(Collected data entries)
* * *
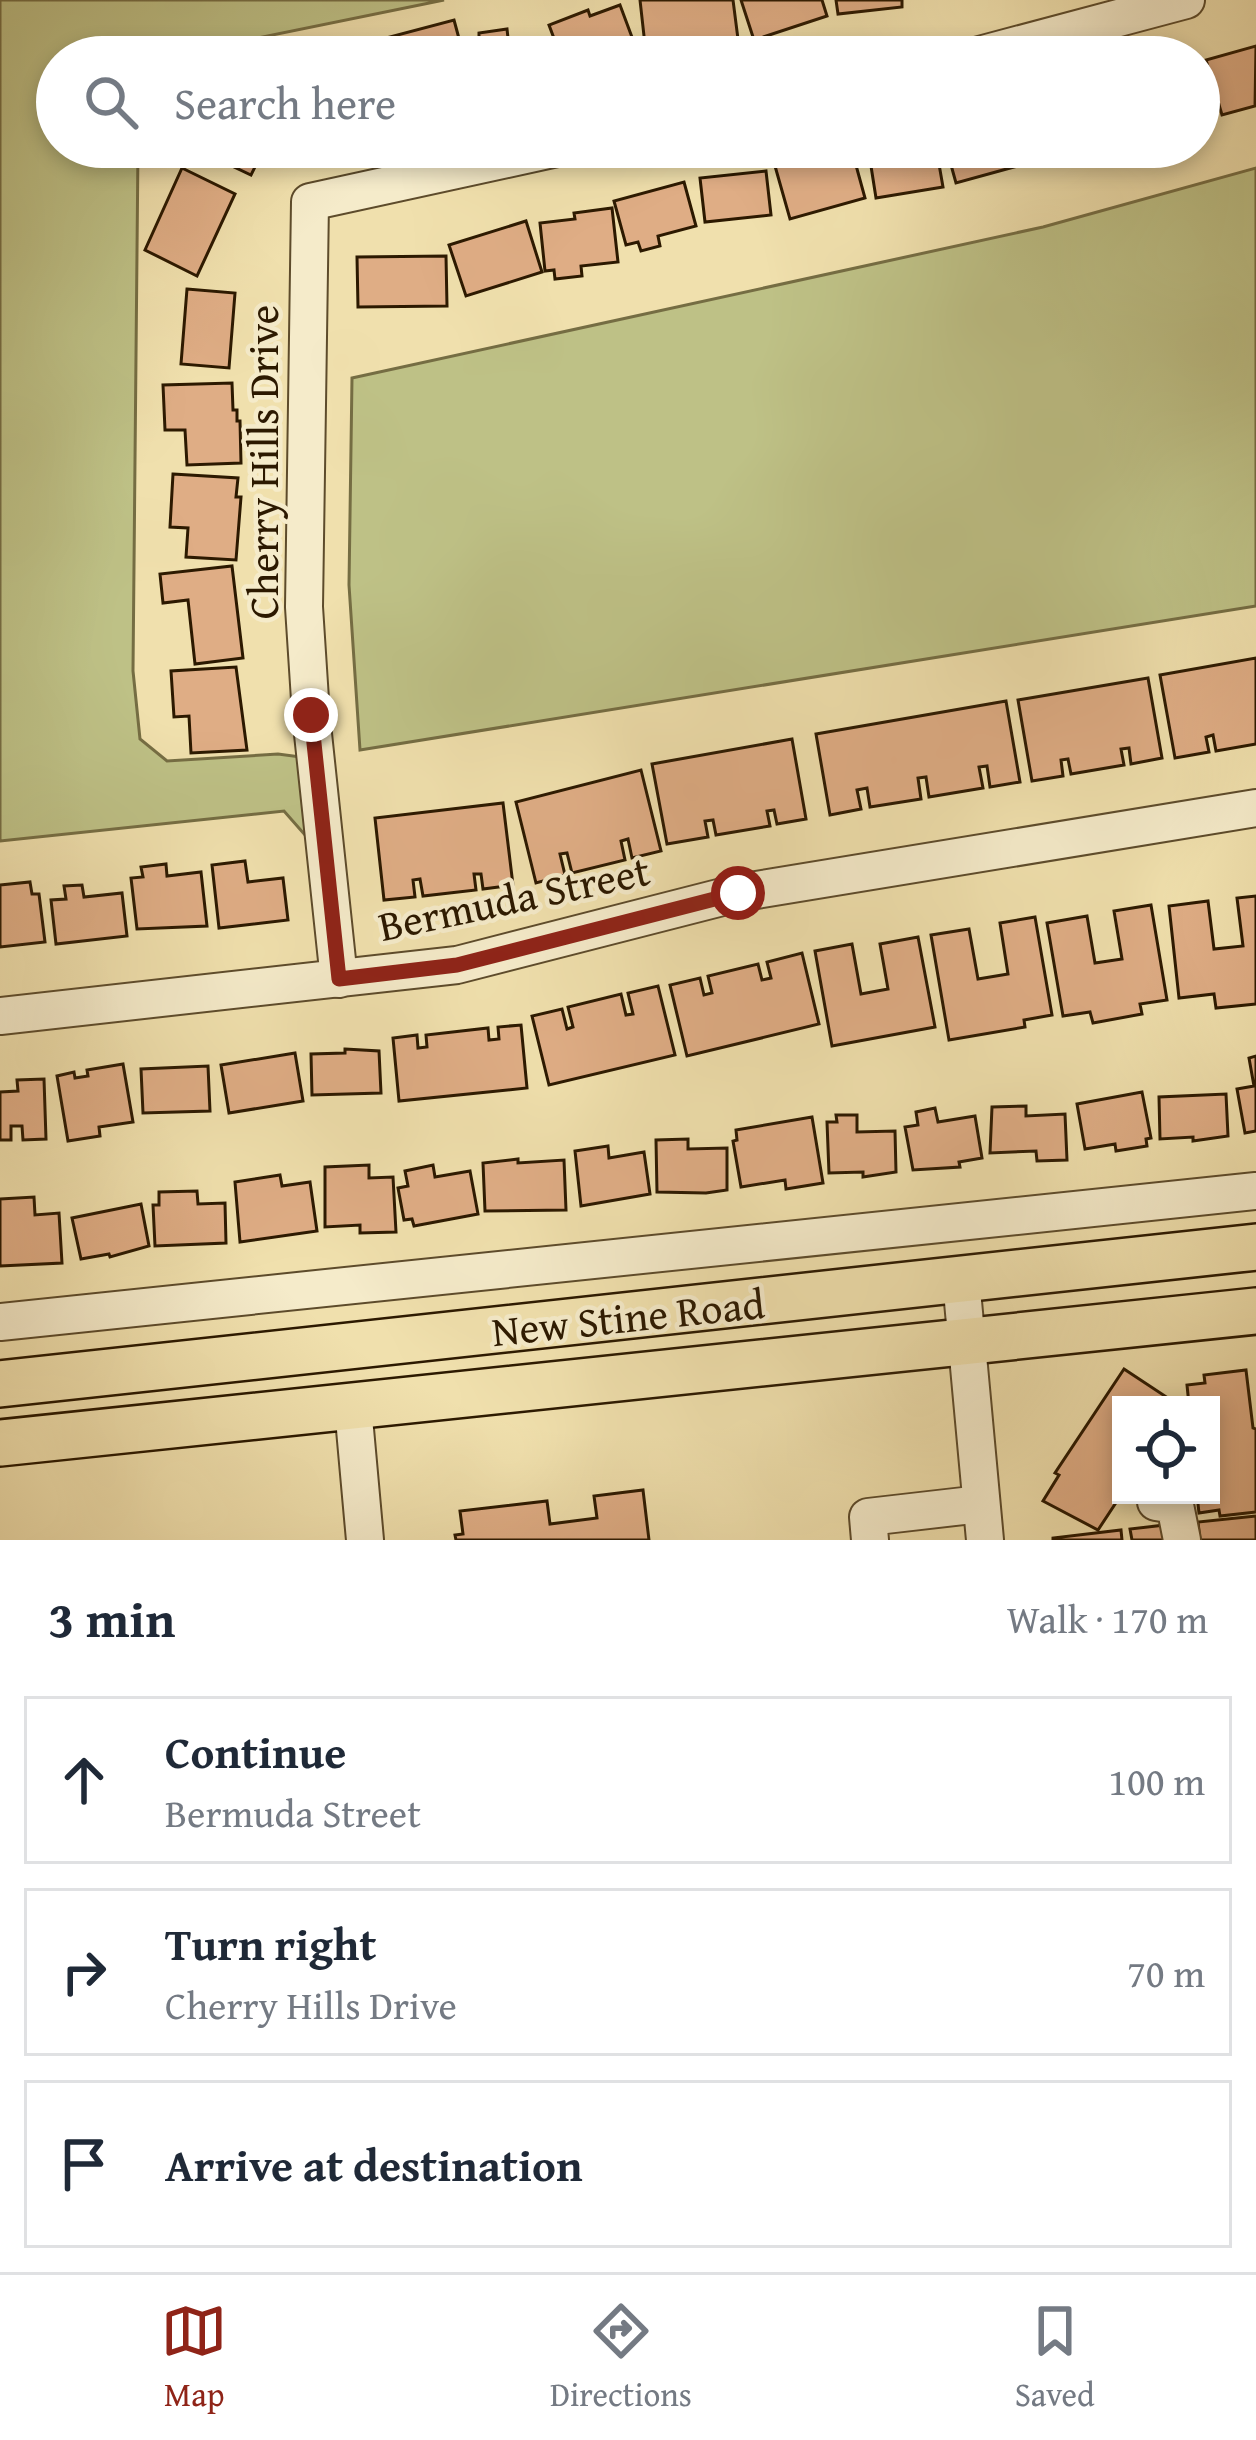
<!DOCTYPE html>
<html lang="en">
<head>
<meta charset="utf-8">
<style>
	body { margin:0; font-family:"Gentium Book Plus",serif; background:#f6f6f7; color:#1f2937 }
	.controls { position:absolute; right:36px; bottom:36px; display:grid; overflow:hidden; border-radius:0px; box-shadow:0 6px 18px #0003 }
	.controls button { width:108px; height:108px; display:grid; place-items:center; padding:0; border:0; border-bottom:3px solid #e0e1e3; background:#fff; color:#1f2937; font:60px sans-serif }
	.stop { position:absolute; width:36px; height:36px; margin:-27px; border:9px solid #8f2418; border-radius:50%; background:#fff }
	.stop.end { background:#8f2418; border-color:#fff; box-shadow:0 3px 12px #0008 }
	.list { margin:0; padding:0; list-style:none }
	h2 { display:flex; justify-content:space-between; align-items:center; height:156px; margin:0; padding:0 48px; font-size:51px }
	h2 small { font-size:39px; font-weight:400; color:#747a83 }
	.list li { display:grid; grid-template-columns:78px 1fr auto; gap:36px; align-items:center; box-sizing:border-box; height:168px; margin:0 24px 24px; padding:0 24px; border:3px solid #e0e1e3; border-radius:0px }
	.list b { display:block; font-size:45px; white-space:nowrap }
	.list p { margin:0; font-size:39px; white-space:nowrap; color:#747a83 }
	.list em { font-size:39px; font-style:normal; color:#747a83 }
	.icon { flex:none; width:66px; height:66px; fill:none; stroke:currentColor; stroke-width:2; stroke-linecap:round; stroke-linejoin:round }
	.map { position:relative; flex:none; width:1256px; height:1540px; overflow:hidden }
	.search { position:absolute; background:#fff; box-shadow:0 6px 18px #0003; left:36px; right:36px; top:36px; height:132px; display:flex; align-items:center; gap:30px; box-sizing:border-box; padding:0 42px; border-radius:66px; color:#747a83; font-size:45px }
	.sheet { height:732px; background:#fff }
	nav { display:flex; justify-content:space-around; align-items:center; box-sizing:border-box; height:168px; border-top:3px solid #e0e1e3; background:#fff; font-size:33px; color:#747a83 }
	nav a { display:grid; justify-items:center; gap:6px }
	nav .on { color:#8f2418 }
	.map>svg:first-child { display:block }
	.green { fill:#bec186; stroke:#756d43; stroke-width:3 }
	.building { fill:#dfad85; stroke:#2c1900; stroke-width:3 }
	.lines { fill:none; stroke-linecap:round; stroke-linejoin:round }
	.minor-casing { stroke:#5d4b2b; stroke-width:40 }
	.major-casing { stroke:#2c1900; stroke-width:50 }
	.minor { stroke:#f5ebca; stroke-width:36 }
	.major { stroke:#f0e0ad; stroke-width:45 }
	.route { stroke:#8f2418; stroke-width:15 }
	.labels { text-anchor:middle; stroke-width:9; stroke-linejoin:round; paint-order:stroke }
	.street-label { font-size:42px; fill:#2c1900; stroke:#f5ebca }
</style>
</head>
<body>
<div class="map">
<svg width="1256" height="1540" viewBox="0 0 1256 1540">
	<rect width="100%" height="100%" fill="#f0e0ad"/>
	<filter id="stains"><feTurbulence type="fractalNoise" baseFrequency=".00167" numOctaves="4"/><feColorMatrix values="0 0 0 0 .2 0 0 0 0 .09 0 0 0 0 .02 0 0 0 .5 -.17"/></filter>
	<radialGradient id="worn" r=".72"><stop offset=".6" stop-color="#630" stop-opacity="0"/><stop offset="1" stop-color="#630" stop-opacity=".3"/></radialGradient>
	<g class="green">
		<path d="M0 0H444L165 57H57V147H138L133 671 140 739 167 761 278 754 316 759 327 860 284 811 0 841Z"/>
		<path d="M1256 168V606L360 750 349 585 352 378 1043 227Z"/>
	</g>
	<g class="building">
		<path d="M640 0H733L738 39 645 45Z"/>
		<path d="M741 0H822L827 16 754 40Z"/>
		<path d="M836 0H902V7L838 14Z"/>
		<path d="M620 5 639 56 561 57 549 25 588 10 590 16Z"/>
		<path d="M454 20 464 57H371L367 43Z"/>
		<path d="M507 29 509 47 548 41 551 57H479V33Z"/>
		<path d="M334 42 343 57H309Z"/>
		<path d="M1256 46 1255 106 1222 115 1206 60Z"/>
		<path d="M1199 68 1212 111 1199 115Z"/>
		<path d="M215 147H265L251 175 211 156Z"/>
		<path d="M844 147H851L865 198 790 219 775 166Z"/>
		<path d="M868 147H936L943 187 876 198Z"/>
		<path d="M946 147H1020L1025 164 956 183Z"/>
		<path d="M1031 147H1109L1110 149 1033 161Z"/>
		<path d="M182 168 235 194 197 276 145 250Z"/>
		<path d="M766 171 771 215 705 222 700 178Z"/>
		<path d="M684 182 696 226 658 236 660 246 641 251 638 242 626 245 614 201Z"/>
		<path d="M612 208 618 262 581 266 582 276 555 279 554 270 545 271 540 223 575 219 574 213Z"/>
		<path d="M526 221 542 272 466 296 449 245Z"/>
		<path d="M446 256 447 306 358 307 357 257Z"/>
		<path d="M187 289 235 293 229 368 181 364Z"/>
		<path d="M232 383 233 410H237V421H240L241 463 187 465 185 430H165L163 385Z"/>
		<path d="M173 474 238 478 236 497H241L236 560 186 557 188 528 170 527Z"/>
		<path d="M232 566 243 658 195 664 188 600 163 603 160 574Z"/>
		<path d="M1256 658V744L1216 751 1213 735 1206 737 1209 752 1175 758 1160 675Z"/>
		<path d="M236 667 247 750 191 753 189 716 174 717 171 671Z"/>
		<path d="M1148 678 1162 758 1131 764 1129 748 1121 749 1124 765 1071 774 1068 759 1061 760 1063 776 1032 781 1018 700Z"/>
		<path d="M1006 701 1020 782 990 787 987 766 979 767 983 788 929 797 926 777 918 778 921 799 870 807 867 788 857 790 861 809 830 815 816 734Z"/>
		<path d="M792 739 806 819 777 824 774 810 767 811 770 826 716 835 713 820 705 821 708 837 667 844 652 764Z"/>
		<path d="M641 770 661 851 632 858 628 839 621 841 625 860 572 873 567 853 560 854 565 875 536 883 516 802Z"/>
		<path d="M503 803 513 885 483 889 481 874H474L476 890 423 896 420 879 413 880 415 897 384 900 375 818Z"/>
		<path d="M245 861 248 882 283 878 288 920 219 928 212 865Z"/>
		<path d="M166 864 167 876 201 872 207 926 137 929 131 878 143 877 141 867Z"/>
		<path d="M30 882 32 894H39L45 942 0 947V885Z"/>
		<path d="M82 885 84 897 122 893 127 936 56 944 51 900 66 899 64 886Z"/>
		<path d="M1256 896V1004L1216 1008 1214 994 1179 998 1169 906 1208 901 1214 949 1243 946 1237 898Z"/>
		<path d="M1151 905 1167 1000 1140 1004 1142 1014 1093 1023 1090 1012 1063 1016 1047 923 1087 916 1095 963 1122 959 1114 911Z"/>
		<path d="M1035 917 1052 1015 1024 1020 1025 1027 949 1040 931 935 969 929 978 979 1008 974 1000 923Z"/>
		<path d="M918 937 935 1027 832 1046 815 951 852 944 861 994 888 989 880 944Z"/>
		<path d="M802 953 819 1024 687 1056 670 985 700 978 704 995 712 993 708 976 758 964 762 980 771 978 767 962Z"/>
		<path d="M658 986 675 1055 549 1085 532 1016 562 1009 567 1029 573 1027 568 1007 621 994 626 1015 633 1014 628 993Z"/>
		<path d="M521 1025 527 1088 399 1101 393 1038 417 1035 418 1048 427 1047 426 1035 488 1028 489 1040 499 1039 498 1027Z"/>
		<path d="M345 1049 379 1051 381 1093 312 1095 311 1054 345 1053Z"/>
		<path d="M295 1053 303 1101 229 1113 221 1065Z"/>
		<path d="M1256 1056V1131L1245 1133 1237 1089 1254 1086 1249 1058Z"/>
		<path d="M123 1064 133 1122 99 1127 100 1136 68 1141 57 1076 74 1072 75 1078 88 1076 87 1070Z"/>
		<path d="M208 1066 210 1111 143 1113 141 1069Z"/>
		<path d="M44 1079 46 1139 23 1140 22 1126H11V1140H0V1092L18 1091 17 1080Z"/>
		<path d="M1142 1092 1151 1138 1146 1139 1147 1146 1116 1151 1115 1144 1085 1149 1077 1104Z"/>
		<path d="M1226 1094 1228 1136 1193 1141V1137L1160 1139 1159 1097Z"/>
		<path d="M1026 1106V1116L1065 1114 1067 1160 1037 1161 1036 1151 990 1153 992 1107Z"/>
		<path d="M935 1108 938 1122 975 1116 982 1158 959 1162 960 1167 913 1170 905 1127 918 1125 916 1112Z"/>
		<path d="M836 1115H857V1132L895 1131 896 1172 863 1177V1172L829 1173 827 1122H837Z"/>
		<path d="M812 1117 823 1183 786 1189 785 1180 741 1187 733 1141 737 1140 736 1130Z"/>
		<path d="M688 1139V1149L727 1148V1190L706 1193 657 1192 656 1140Z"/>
		<path d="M608 1146 609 1158 644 1152 650 1194 581 1206 575 1151Z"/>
		<path d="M518 1159V1163L564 1160 566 1210 485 1211 483 1163Z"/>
		<path d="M369 1165V1178L393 1177 396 1232 360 1233V1225L325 1227V1167Z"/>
		<path d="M433 1165 435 1177 470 1171 478 1214 414 1226 412 1219 404 1220 398 1188 408 1186 405 1171Z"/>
		<path d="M280 1175 282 1186 310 1182 317 1231 240 1242 235 1182Z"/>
		<path d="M197 1191 198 1204 225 1203 226 1243 155 1246 153 1205H159V1192Z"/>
		<path d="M34 1197 35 1215 59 1213 62 1263 0 1266V1199Z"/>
		<path d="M141 1204 149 1246 110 1257 109 1254 81 1259 72 1218Z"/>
		<path d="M1124 1369 1177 1404 1121 1405V1495L1098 1530 1043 1501 1059 1475 1055 1473Z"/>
		<path d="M1246 1370 1253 1428 1256 1429V1512L1220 1516 1219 1510 1199 1513 1197 1495H1211V1405H1189L1187 1385 1205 1383 1204 1375Z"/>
		<path d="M643 1490 649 1540H456L455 1535 463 1534 460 1511 547 1501 550 1524 597 1518 594 1496Z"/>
		<path d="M1256 1516V1540H1200L1198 1522Z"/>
		<path d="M1165 1525 1167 1540H1132L1130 1529Z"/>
		<path d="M1121 1530 1122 1540H1053V1538Z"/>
	</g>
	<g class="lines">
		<defs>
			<g id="minor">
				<path d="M972 57 1186 0"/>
				<path d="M339 979 311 715 304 607 310 202 562 147"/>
				<path d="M0 1016 457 965 738 893 1256 808"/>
				<path d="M961 1280 985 1540"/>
				<path d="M0 1322 1256 1191"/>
				<path d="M353 1407 365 1540"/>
				<path d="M1156 1502 1175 1505 1182 1540"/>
				<path d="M870 1540 868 1517 981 1504"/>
			</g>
			<g id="major">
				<path d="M0 1384 1256 1247"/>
				<path d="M0 1443 1256 1311"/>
			</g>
		</defs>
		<use href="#minor" class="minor-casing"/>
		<use href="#major" class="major-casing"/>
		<use href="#minor" class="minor"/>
		<use href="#major" class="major"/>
	</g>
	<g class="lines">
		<path class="route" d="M311 715 339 979 457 965 738 893"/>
	</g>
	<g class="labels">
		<g class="street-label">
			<text transform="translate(263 462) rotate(-90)" y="15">Cherry Hills Drive</text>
			<text transform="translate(514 898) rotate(-12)" y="15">Bermuda Street</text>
			<text transform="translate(628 1317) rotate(-6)" y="15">New Stine Road</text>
		</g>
	</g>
	<rect width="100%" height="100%" filter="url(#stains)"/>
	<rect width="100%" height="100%" fill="url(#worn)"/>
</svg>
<div class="controls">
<button><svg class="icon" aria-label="locate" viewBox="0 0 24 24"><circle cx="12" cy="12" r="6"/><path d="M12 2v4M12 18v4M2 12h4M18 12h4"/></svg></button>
</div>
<div class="stop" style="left:738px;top:893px"></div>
<div class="stop end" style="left:311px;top:715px"></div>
<div class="search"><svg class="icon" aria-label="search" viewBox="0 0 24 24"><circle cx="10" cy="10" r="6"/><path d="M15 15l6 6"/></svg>Search here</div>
</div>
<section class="sheet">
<h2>3 min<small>Walk · 170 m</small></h2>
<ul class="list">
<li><svg class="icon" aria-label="ahead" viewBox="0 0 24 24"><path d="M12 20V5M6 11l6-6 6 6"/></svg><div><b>Continue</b><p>Bermuda Street</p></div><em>100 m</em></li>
<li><svg class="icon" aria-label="right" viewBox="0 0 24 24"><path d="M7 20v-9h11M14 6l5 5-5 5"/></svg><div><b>Turn right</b><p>Cherry Hills Drive</p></div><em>70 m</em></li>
<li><svg class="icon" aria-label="arrive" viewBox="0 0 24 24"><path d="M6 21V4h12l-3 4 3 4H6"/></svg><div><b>Arrive at destination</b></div></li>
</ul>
</section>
<nav>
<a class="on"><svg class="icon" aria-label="map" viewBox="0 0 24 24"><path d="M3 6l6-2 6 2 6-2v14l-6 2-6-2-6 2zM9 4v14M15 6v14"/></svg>Map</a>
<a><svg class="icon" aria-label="directions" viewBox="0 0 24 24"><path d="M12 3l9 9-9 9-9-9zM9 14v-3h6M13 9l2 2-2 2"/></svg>Directions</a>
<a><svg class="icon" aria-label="saved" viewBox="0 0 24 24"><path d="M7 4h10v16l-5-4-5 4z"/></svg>Saved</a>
</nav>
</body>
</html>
* * *
PROBLEM TO WORK ON: If a line in the data above includes the string "casing", copy it.

COMPLETED TASK:
	.minor-casing { stroke:#5d4b2b; stroke-width:40 }
	.major-casing { stroke:#2c1900; stroke-width:50 }
		<use href="#minor" class="minor-casing"/>
		<use href="#major" class="major-casing"/>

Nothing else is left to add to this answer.